Feuillet réalisé par la paroisse Saint-Tiviziau – Bro Landi

Chant : Vous qui avez soif, venez à moi

Vous qui avez soif, venez à moi et buvez
Car de mon coeur ouvert jaillira le fleuve qui
donne la vie. (bis)

1- Que soient remplis d’allégresse les déserts,
Que la steppe exulte et fleurisse,
qu’elle se couvre de fleurs et soit en fête :
La splendeur de Dieu lui est donnée.

2- Affermissez les mains et les genoux affaiblis,
Dites aux coeurs défaillants : soyez forts,
ne craignez pas, voici votre Dieu.
C’est lui qui vient vous sauver !

3- En ce jour-là s’ouvriront les yeux des aveugles,
Les oreilles des sourds entendront ; alors le boiteux
bondira comme un cerf,
et le muet criera de joie.


David Liebenguth, diacre

Interview réalisée par la Pastorale des jeunes de la paroisse Saint Tiviziau Bro Landi

Dieu appelle chacun de manière unique. La rencontre avec le Christ peut ouvrir des chemins inattendus. C’est le cas pour David, aujourd’hui diacre sur la paroisse de St Pol-De-Léon.

1/ Un chemin de conversion marqué par l’épreuve
Baptisé bébé, j’ai fait ma première communion et mon parcours de foi s’est arrêté là. J’ai grandi dans une famille recomposée, sans amour et je me sentais profondément malheureux et désespéré. Je criais ma détresse à Dieu, mais n’ayant pas l’impression d’être entendu, je me suis éloigné de la religion et j’ai refusé de
faire ma confirmation. À 21 ans, j’ai été mis à la porte. Peu à peu, j’ai construit ma vie en devenant professeur de musique et je me suis marié.

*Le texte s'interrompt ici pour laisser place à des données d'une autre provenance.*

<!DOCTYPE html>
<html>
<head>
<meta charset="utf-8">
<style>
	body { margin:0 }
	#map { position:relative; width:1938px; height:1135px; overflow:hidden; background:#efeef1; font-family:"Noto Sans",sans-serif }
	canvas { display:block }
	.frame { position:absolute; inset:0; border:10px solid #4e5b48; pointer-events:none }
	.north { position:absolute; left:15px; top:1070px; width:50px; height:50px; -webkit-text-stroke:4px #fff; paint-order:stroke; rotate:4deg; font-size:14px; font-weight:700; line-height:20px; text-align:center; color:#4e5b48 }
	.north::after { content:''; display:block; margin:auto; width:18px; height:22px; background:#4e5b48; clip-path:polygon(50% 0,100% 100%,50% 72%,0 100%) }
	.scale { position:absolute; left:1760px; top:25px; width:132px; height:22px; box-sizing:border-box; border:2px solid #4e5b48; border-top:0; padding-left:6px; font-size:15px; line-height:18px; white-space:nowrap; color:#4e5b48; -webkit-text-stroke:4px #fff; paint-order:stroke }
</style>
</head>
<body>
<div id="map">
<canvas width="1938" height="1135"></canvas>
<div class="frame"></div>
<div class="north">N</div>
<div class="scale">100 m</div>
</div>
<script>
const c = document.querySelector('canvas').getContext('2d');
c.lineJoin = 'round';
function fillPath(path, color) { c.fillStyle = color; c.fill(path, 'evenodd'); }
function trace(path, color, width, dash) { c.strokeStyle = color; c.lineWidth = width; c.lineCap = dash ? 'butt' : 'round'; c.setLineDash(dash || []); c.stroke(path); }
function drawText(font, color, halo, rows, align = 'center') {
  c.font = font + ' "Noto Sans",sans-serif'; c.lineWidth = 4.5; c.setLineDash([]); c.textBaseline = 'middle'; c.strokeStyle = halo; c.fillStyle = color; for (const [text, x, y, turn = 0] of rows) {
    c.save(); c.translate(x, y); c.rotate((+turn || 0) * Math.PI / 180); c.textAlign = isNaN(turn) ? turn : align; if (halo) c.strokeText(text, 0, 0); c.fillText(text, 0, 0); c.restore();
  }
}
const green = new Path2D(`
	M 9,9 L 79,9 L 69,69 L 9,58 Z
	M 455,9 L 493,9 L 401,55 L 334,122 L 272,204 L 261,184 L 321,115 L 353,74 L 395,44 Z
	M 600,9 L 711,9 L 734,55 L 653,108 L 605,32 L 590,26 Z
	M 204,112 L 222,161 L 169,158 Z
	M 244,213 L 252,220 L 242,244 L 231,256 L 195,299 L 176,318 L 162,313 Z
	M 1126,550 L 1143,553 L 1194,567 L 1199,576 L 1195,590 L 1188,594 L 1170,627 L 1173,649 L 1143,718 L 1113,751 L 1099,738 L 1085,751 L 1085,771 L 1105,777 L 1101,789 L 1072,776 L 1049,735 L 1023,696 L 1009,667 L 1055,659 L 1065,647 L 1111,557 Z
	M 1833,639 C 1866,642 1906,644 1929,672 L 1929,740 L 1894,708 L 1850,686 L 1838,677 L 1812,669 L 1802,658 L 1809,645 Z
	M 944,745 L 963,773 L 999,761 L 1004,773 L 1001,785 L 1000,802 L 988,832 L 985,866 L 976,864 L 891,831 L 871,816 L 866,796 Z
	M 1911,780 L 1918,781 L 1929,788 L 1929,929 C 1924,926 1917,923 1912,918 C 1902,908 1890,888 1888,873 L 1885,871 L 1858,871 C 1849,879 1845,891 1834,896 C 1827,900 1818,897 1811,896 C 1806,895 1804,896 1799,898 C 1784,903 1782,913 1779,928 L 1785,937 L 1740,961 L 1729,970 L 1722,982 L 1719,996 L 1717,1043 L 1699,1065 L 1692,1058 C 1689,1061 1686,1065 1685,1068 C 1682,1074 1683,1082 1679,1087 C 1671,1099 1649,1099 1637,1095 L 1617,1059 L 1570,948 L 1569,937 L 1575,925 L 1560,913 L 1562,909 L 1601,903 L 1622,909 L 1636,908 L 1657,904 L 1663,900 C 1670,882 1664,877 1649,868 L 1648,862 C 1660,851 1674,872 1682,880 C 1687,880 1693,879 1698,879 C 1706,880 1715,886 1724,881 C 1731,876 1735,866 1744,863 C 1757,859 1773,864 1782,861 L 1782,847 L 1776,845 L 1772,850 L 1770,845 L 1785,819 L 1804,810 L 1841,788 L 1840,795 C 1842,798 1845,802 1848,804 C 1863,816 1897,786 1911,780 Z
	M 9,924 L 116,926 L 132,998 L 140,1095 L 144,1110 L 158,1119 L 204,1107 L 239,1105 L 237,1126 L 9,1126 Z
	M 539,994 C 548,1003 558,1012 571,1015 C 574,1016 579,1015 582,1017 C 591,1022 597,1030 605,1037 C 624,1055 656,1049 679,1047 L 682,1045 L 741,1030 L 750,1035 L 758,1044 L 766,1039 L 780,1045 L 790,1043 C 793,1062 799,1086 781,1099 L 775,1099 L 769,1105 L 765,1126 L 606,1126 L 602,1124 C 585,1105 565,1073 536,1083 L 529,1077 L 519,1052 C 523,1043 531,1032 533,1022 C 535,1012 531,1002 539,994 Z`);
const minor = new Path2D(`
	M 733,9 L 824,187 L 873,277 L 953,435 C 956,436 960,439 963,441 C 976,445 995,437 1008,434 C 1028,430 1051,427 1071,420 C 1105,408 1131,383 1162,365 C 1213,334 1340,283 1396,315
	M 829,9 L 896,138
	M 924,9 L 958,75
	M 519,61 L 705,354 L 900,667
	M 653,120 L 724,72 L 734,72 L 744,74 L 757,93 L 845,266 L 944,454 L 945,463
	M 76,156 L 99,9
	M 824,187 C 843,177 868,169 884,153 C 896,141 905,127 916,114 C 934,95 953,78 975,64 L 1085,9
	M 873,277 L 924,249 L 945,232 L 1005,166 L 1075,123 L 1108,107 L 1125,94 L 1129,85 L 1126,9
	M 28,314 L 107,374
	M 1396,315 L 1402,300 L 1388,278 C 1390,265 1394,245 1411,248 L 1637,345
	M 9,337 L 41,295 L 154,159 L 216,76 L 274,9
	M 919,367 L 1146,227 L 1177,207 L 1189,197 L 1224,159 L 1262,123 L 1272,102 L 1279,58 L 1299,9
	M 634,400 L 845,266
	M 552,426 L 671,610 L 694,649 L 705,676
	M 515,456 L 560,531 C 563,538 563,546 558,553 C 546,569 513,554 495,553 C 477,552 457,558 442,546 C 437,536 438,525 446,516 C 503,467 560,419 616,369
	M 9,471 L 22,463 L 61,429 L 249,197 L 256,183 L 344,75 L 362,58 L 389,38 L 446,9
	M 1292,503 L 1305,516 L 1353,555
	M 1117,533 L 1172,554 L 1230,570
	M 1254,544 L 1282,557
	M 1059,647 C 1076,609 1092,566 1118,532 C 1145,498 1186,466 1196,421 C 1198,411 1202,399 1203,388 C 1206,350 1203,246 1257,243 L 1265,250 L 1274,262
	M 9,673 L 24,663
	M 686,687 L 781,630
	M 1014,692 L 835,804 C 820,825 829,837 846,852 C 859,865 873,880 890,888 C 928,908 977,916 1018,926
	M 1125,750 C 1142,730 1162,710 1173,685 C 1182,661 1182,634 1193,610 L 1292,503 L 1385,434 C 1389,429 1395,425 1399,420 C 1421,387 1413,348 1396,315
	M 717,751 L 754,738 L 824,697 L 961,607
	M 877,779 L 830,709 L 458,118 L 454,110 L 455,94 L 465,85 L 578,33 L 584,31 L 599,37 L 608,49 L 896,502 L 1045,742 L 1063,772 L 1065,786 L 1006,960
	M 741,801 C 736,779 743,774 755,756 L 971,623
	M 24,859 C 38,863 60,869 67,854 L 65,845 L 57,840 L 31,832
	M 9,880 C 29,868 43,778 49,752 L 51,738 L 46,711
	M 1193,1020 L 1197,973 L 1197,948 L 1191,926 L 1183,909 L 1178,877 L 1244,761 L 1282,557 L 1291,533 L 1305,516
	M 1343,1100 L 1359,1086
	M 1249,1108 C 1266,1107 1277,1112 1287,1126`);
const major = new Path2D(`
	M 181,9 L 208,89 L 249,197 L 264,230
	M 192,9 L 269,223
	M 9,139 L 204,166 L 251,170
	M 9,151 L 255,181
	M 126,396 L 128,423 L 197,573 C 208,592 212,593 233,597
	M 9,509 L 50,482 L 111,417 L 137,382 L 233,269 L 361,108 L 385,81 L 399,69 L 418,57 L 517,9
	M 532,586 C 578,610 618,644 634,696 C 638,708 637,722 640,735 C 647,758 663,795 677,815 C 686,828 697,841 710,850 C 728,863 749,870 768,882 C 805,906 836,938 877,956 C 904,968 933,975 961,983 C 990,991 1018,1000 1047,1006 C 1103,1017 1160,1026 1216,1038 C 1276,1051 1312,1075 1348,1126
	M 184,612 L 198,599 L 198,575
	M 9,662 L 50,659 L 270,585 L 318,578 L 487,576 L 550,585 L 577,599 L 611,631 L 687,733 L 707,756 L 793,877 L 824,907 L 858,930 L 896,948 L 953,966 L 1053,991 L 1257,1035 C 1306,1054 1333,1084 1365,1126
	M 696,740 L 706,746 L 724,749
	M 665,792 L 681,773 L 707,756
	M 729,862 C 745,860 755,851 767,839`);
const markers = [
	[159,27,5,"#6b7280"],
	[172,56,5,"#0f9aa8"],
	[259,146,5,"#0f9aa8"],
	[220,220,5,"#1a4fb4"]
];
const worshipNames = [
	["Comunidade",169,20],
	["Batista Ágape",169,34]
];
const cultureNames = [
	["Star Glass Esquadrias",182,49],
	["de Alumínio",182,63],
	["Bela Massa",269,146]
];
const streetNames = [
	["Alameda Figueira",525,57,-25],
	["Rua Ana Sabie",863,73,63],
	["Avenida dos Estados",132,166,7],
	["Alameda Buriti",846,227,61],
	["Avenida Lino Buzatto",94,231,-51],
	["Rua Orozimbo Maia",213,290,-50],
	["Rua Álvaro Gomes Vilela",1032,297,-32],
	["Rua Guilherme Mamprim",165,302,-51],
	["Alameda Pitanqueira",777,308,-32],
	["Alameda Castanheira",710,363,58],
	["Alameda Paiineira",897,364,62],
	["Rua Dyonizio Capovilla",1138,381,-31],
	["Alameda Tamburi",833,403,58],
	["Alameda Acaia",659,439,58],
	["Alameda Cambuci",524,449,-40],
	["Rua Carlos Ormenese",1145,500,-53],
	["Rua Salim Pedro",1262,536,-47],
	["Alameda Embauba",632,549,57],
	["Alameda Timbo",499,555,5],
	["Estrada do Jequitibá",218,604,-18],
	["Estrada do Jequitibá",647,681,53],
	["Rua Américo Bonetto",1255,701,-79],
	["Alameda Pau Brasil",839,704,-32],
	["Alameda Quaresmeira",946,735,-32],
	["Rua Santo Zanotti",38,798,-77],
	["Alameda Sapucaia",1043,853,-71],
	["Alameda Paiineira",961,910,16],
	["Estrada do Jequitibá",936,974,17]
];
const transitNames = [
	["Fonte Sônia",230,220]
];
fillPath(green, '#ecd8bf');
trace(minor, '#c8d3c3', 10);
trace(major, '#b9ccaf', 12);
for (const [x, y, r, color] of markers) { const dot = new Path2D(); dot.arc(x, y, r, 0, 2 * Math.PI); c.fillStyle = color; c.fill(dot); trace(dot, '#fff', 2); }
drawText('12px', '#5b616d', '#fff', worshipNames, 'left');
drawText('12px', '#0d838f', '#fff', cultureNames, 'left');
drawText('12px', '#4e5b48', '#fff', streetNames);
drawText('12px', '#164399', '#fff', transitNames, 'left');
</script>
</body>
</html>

Mais en 2005, un
événement est venu bouleverser notre vie à ma femme et moi : la mort d’une de nos élèves, qui gardait une joie incroyable malgré sa maladie. Nous avons joué à sa sépulture et à la fin, nous avons ressenti une grande paix et un profond amour. C’est là qu’un désir de prier est né en moi, même si je ne savais plus comment faire
mais ça me faisait du bien.

Un ami m’a alors proposé de faire une neuvaine en allant à la messe. J’y suis allé presque à reculons, m’asseyant au fond de l’église. J’étais paumé, je ne connaissais plus le rituel. C’était un vrai combat mais j’ai tenu ma promesse. Je ne voulais pas qu’on me voit comme un chrétien. Car pour moi, c’était quelqu’un qui ne pouvait pas gérer sa vie tout seul et donc il faisait appel à Dieu.
Le dernier jour de ma neuvaine je remarque quelque chose d’inhabituel. L’église était comme séparée en deux parties : l’une baignée de lumière, l’autre dans le noir, là où je me trouvais. Et une petite voix intérieure me soufflait qu’il ne tînt qu’à moi de choisir : rester dans l’ombre ou bien m’avancer vers la lumière. Avec hésitation, je choisis de changer de place et de suivre les autres fidèles.
Là, j’ai senti que je lâchais prise. J’avais pleinement conscience de mon acte. L’évangile du jour était celui de la Samaritaine, et tout a pris sens : les textes, la messe, l’eucharistie. J’ai été submergé par une vague d’amour.
C’était comme si j’acceptais enfin la présence de Dieu dans ma vie.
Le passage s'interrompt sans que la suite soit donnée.